Java Object-Graphs – Storing with Class-Evolution and Transformation

file-storagejavaserializationstorageversioning

Abstract

A common problem is to store objects (with graph), and to load them back. This is easy as long the stored object representation matches the executing code. But as time goes by, requirements change and stored objects do not match any longer the code. The stored objects should not loose their data, and the code in the clients should work with the latest object-models.

So a transformation has to occur somehow between loading the data and returning a object to the client.

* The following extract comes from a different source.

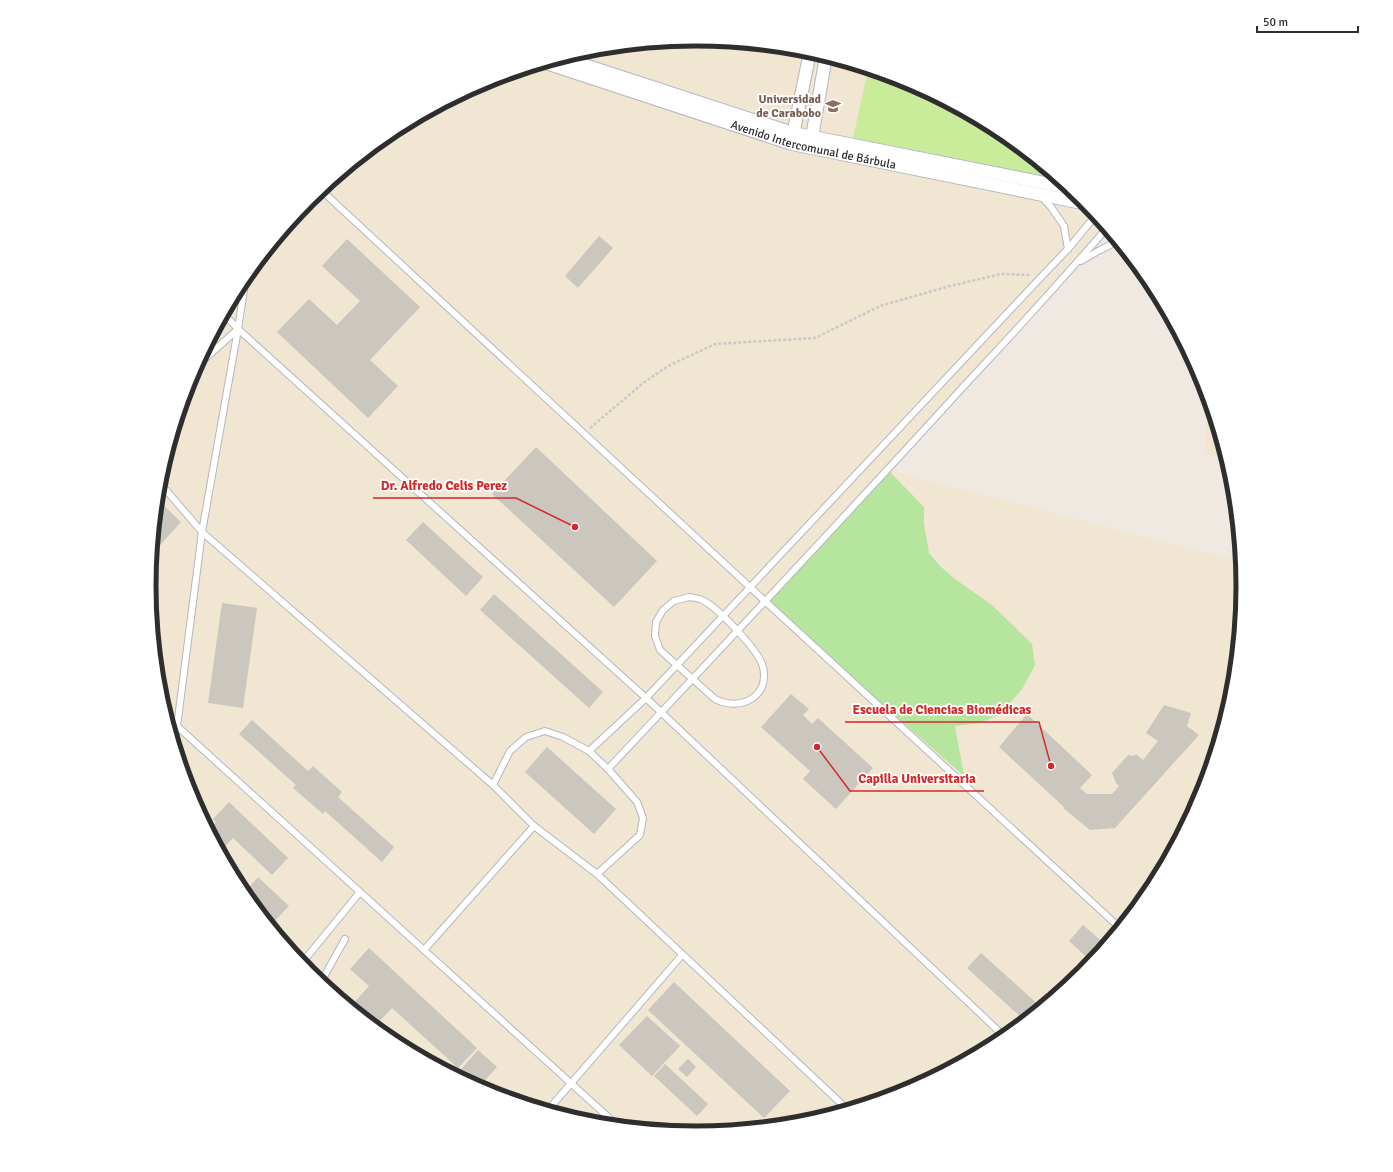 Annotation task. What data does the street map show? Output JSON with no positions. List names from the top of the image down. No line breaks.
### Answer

I know that there exist some libraries such as XStream, gson, protobuf and avro. They could load older objects, but afaik just ignore data that does not match any longer the fields in the class (maybe I missed something).
(When I'm talking about storing and serialization I do not mean Java's built in serialization mechanism.)

Question

So what is the question? I'm now researching for some time, and there seems no library that adresses this issue (class evolution) without data-loss. I hope to find another working solution or idea how to implement it by myself here.

I have some requirements:

  • File-based – I want to be able to store the serialized object on disk
  • Appendable – I want to append multiple objects to one file without loading the whole file in memory again and again
  • Support for multiple versions in one file – A file could contain objects with different version (only of the same type)
  • Transformation – Data should be accessible by using the same type, even when changed in between.
  • Generic – The mechanism itself has to be generic, so I could use it for different objects (different objects do not get mixed in one file, only different versions of one type).

It would be nice if the storing format is human-readable.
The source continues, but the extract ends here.